World number eight Peter Barker says the Commonwealth Games will remain squash's top competition until the sport becomes an Olympic event.
Squash's bid to be included at the 2020 and 2024 Games was rejected last year by the International Olympic Committee in favour of retaining wrestling.
"The Commonwealths are the pinnacle for us at the moment. We're trying to move that down a little bit further.
"At the moment this is our big one," England's Barker told BBC Look East.
Squash has failed to become an Olympic sport on three occasions and underwent a number of changes, including the use of glass-walled courts and under-court lighting, in an effort to persuade IOC members of its credentials.
|England won six of the 15 squash medals on offer at the Delhi 2010 Games - two gold, three silver and one bronze|
"Not to detract from the Commonwealth Games, it's a massive event, but we'd love to be part of the Olympics," said Hutton-based Barker, 30, who won singles bronze at Delhi 2010.
"We're not for a number of reasons.
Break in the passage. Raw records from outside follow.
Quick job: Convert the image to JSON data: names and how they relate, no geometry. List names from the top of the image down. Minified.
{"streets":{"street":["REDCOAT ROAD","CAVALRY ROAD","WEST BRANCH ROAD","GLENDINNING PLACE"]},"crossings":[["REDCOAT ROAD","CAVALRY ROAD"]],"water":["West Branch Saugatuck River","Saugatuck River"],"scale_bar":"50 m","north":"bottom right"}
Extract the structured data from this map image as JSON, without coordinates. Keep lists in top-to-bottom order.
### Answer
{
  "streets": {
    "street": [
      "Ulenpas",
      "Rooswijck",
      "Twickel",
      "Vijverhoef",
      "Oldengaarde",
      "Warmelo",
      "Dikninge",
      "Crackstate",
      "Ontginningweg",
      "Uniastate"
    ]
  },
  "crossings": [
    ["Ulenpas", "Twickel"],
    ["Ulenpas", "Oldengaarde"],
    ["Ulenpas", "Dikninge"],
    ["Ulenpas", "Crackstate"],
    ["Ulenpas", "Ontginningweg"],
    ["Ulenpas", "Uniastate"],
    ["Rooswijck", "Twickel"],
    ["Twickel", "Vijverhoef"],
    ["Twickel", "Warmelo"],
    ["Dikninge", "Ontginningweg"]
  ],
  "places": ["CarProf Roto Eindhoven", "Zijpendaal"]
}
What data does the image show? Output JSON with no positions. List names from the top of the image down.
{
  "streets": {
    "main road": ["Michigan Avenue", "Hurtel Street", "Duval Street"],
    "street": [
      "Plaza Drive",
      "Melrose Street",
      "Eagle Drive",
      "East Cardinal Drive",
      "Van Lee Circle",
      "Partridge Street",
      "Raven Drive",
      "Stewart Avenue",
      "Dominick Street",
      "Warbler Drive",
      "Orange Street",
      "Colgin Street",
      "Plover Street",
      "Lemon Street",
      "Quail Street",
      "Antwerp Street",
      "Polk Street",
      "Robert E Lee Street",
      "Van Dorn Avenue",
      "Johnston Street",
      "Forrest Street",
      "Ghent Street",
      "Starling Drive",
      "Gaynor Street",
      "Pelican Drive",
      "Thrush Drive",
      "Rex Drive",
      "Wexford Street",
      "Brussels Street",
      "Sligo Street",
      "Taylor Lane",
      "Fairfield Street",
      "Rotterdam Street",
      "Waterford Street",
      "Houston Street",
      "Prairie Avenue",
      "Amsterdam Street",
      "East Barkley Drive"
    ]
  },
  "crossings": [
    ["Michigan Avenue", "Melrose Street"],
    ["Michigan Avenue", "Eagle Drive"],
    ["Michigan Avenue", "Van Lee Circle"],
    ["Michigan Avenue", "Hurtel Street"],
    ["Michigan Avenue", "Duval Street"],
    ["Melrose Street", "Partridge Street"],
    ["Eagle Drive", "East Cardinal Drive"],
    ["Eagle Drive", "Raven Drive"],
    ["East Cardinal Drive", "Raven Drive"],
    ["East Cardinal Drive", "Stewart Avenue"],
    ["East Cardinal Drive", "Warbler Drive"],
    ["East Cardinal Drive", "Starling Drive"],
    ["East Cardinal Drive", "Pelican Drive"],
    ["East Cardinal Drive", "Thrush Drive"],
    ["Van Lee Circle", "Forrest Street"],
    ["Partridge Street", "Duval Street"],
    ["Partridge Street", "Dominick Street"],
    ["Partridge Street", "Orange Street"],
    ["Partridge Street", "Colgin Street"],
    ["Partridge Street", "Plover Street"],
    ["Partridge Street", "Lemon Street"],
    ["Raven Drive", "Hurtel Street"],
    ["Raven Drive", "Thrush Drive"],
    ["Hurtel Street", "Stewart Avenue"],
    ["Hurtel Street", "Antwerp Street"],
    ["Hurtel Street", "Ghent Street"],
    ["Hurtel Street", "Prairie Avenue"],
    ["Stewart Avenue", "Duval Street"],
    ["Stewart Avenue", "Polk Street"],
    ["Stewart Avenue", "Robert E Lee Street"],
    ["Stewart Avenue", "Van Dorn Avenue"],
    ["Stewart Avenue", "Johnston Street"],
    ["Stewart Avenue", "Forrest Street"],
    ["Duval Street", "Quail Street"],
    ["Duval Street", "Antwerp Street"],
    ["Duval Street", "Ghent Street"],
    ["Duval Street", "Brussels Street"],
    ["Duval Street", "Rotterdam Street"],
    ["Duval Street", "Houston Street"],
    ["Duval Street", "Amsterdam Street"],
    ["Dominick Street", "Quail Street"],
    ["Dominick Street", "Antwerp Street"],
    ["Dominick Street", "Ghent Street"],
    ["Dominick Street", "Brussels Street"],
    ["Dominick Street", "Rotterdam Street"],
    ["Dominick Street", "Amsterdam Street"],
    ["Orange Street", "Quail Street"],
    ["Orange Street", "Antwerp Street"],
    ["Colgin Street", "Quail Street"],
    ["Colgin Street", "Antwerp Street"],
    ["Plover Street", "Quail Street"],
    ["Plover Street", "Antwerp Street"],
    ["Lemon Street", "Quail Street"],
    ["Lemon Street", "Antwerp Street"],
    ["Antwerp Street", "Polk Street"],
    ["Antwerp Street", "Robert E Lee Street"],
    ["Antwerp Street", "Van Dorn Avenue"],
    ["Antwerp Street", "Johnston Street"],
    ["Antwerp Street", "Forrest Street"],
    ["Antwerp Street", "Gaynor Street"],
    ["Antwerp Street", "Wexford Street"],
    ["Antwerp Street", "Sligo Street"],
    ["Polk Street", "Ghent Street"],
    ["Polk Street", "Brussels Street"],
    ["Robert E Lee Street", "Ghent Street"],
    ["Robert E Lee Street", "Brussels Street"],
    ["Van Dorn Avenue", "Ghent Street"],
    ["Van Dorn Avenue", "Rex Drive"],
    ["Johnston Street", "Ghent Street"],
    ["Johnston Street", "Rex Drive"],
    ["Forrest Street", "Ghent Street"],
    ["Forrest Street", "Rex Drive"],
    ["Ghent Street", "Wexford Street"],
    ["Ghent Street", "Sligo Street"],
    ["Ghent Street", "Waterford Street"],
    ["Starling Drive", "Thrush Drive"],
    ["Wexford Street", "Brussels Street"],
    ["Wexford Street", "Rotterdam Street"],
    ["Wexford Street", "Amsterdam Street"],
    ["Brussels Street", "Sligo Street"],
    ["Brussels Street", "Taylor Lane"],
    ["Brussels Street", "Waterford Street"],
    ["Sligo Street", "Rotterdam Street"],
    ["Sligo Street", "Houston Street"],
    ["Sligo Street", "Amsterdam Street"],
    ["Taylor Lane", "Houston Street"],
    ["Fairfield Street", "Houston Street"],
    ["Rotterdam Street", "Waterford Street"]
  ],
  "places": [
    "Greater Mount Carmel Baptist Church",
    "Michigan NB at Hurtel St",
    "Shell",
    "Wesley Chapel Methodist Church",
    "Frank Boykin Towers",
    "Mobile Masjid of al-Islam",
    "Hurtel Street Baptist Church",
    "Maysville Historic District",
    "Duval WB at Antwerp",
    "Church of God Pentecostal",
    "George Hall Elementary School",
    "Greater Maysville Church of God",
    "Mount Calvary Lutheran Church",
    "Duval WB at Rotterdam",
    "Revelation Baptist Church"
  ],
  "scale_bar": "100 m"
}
You better ask the IOC about that."
Fellow Essex player Daryl Selby, a world championship quarter-finalist last year, will compete in the men's and mixed doubles.
"The Commonwealth Games is massive. We're not an Olympic sport, yet," said the 31-year-old world number 10.
"We're disappointed we're not in the Olympics but the Commonwealths are somewhere we can showcase how beautiful our sport is, how hard it is, and how great it is to watch.
"We have our world championships every year and world team championships every two years. Something like this doesn't come around very often.
"I had one experience in Delhi, that was amazing, and hopefully Glasgow will be the same."